THE PROBLEM
If a line of the listing contains the string "symbols", return that line.

DATASET ENTRIES
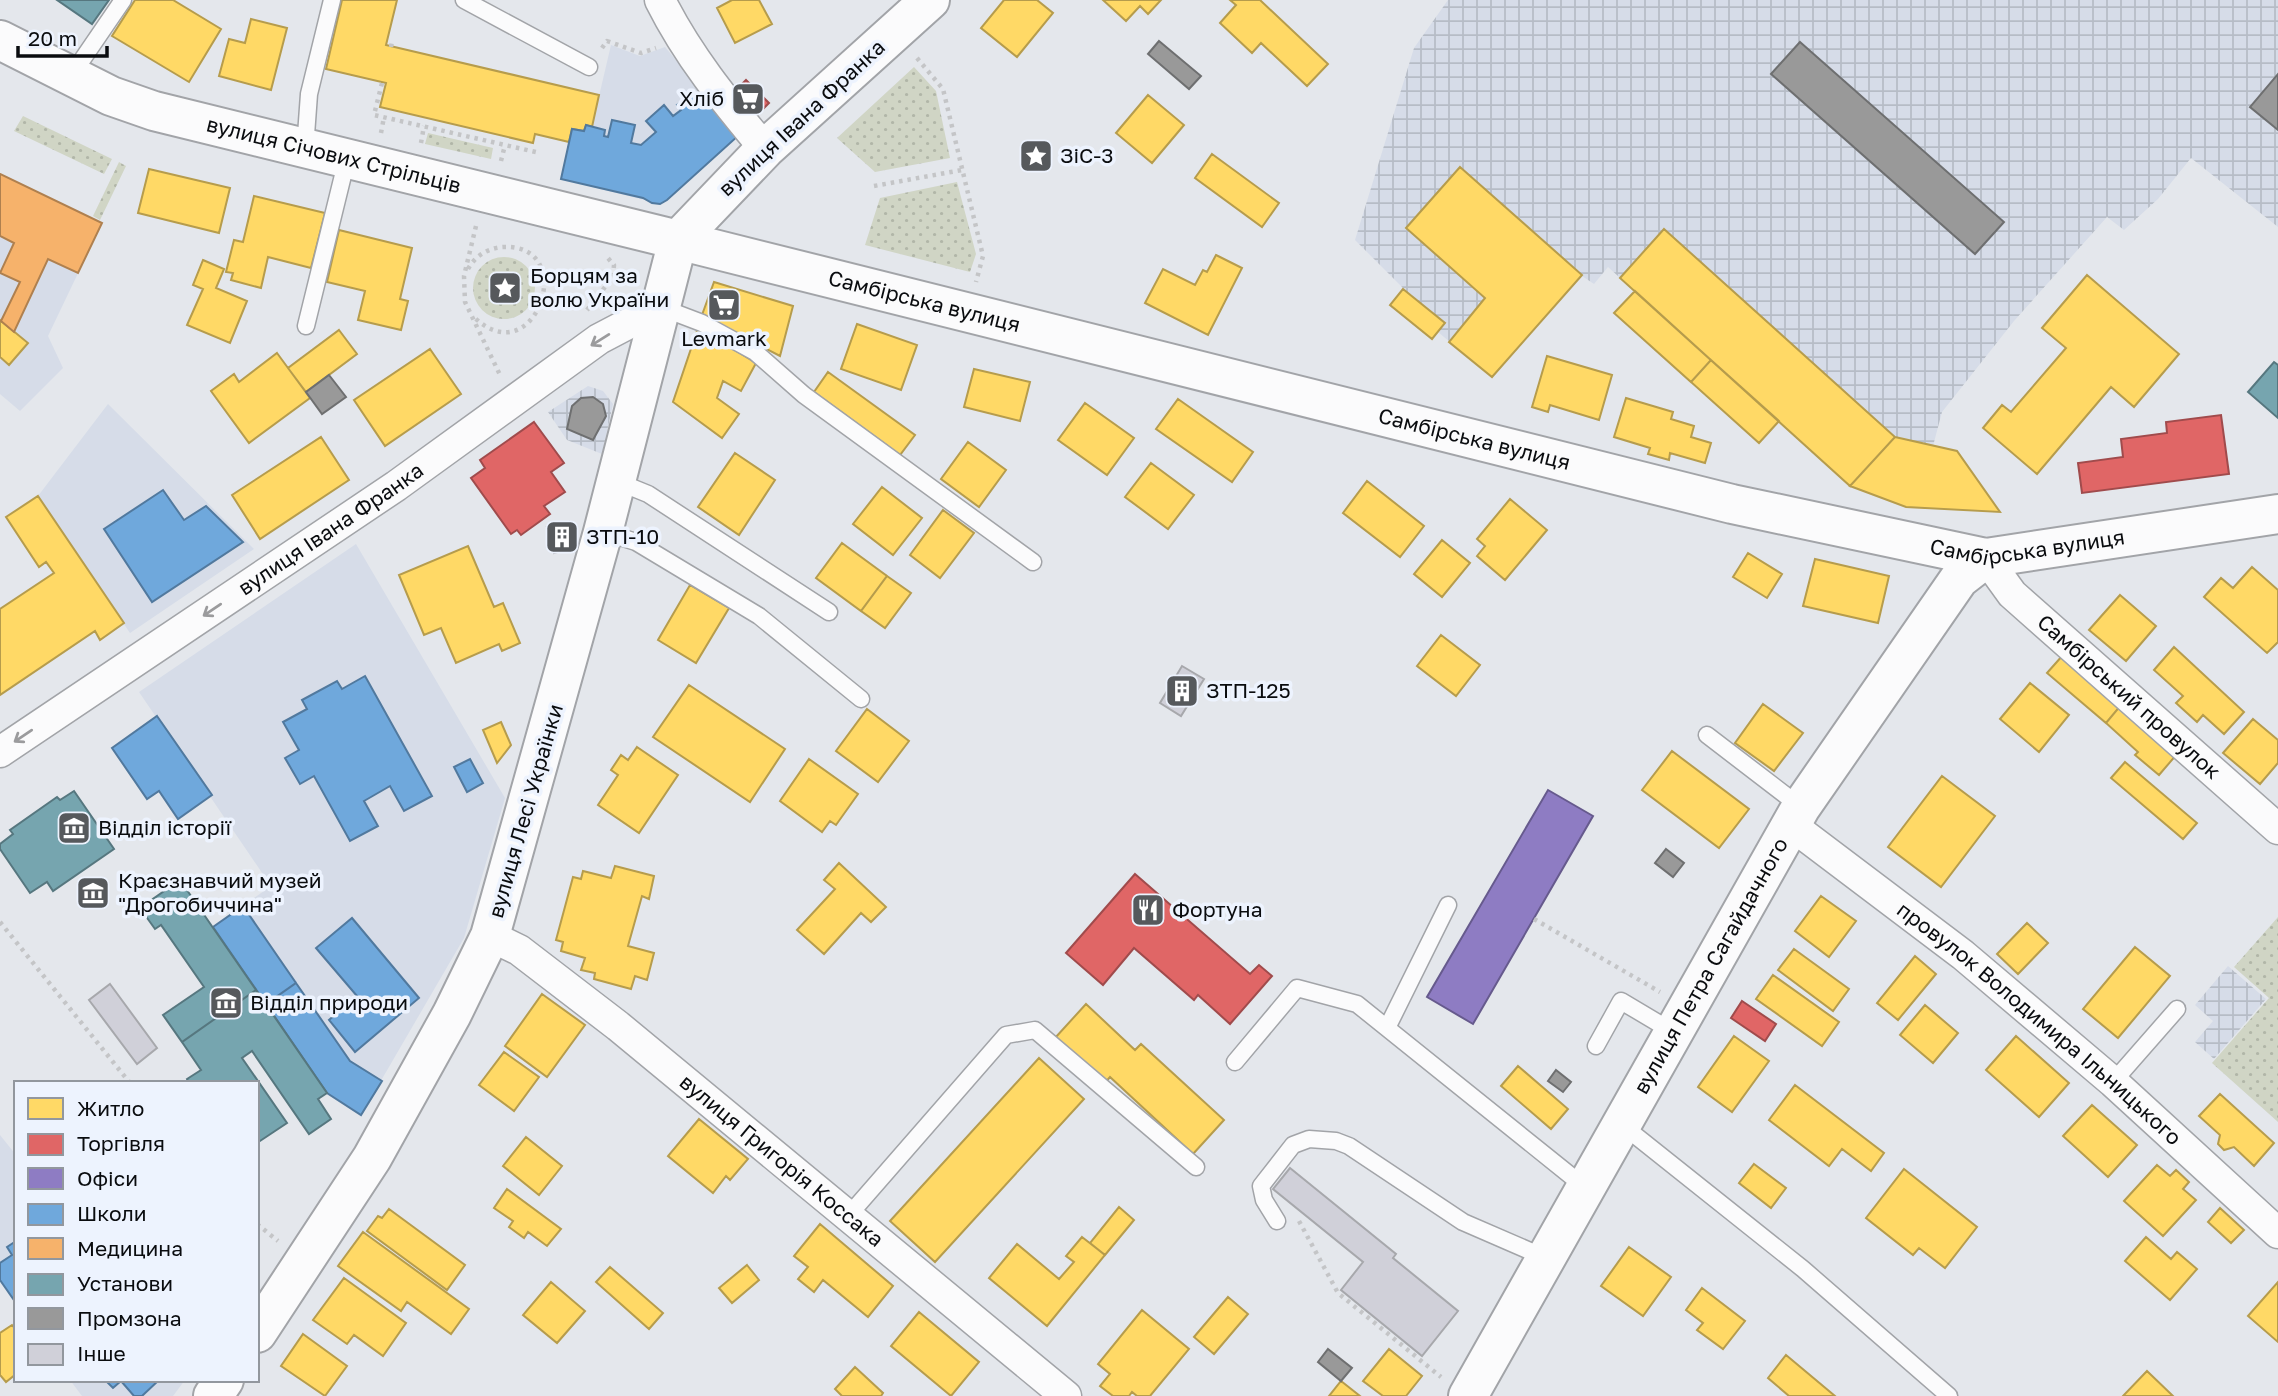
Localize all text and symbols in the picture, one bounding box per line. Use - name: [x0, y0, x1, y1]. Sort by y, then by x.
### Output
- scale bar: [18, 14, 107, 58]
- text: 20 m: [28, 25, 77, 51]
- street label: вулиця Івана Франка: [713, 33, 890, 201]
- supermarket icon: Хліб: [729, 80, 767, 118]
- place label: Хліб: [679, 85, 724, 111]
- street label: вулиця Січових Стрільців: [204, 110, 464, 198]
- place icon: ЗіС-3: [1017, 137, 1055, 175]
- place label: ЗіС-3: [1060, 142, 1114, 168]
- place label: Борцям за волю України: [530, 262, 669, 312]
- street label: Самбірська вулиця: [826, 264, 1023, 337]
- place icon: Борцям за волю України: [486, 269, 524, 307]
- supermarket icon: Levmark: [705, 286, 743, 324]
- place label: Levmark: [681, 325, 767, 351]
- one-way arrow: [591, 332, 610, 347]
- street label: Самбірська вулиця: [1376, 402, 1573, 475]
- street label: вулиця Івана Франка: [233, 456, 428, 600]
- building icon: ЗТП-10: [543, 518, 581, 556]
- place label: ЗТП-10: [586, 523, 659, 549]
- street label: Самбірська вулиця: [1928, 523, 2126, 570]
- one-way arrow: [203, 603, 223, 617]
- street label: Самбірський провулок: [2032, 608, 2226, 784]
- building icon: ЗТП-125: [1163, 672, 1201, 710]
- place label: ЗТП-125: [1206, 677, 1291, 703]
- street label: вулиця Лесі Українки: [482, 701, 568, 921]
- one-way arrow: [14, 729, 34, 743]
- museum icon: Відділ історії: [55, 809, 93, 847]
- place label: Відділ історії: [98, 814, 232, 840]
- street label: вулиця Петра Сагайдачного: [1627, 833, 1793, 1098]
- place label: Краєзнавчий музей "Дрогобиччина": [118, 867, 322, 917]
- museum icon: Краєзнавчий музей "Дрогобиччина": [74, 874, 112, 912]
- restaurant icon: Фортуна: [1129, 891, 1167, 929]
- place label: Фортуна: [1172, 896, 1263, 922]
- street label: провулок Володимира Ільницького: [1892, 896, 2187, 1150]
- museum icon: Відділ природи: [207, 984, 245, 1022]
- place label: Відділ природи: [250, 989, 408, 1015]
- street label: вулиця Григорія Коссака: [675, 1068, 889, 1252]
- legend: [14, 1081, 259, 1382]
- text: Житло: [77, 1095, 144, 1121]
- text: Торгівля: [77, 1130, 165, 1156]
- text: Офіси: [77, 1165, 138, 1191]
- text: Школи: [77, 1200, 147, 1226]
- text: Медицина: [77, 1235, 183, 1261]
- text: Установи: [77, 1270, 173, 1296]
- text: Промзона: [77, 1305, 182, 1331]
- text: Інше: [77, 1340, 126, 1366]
---
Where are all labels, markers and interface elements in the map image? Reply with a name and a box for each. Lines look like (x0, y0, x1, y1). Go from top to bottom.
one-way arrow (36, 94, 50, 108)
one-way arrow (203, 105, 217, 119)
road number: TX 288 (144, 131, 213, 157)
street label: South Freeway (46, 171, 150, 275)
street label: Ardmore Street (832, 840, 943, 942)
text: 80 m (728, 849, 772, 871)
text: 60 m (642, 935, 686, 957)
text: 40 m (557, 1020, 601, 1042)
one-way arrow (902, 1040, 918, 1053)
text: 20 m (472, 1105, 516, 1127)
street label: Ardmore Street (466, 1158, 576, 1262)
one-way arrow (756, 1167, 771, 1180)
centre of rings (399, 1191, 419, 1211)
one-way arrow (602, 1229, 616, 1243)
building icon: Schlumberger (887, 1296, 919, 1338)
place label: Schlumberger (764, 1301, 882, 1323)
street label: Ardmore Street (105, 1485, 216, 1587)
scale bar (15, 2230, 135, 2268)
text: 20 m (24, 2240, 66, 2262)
--
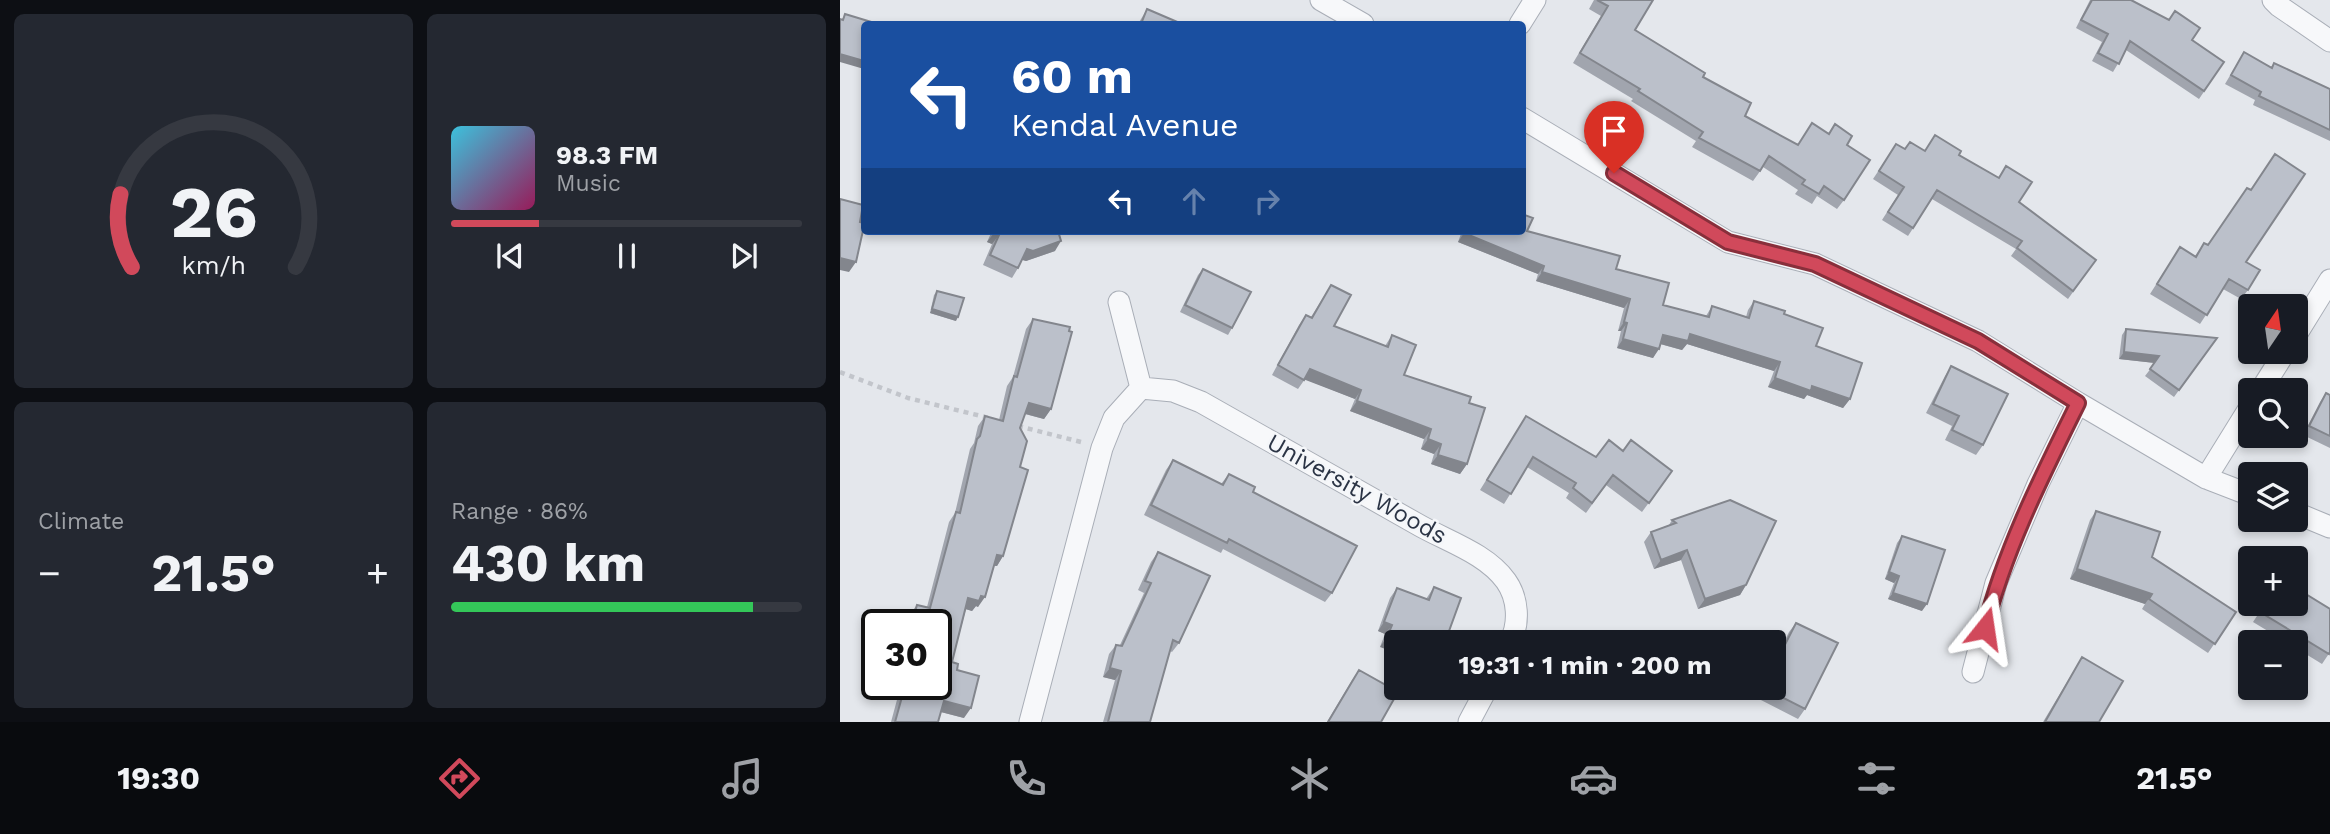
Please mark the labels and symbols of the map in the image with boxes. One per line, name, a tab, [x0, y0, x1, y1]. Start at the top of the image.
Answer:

SOLUTION TO THIS EXERCISE
Localize all text and symbols in the picture, one bounding box per line. Use - name: [x0, y0, x1, y1]. Sort by y, then by x.
Please mark the labels and symbols of the map in the image with boxes. One per line, name, a tab, [x0, y0, x1, y1]. Start at the top of the image.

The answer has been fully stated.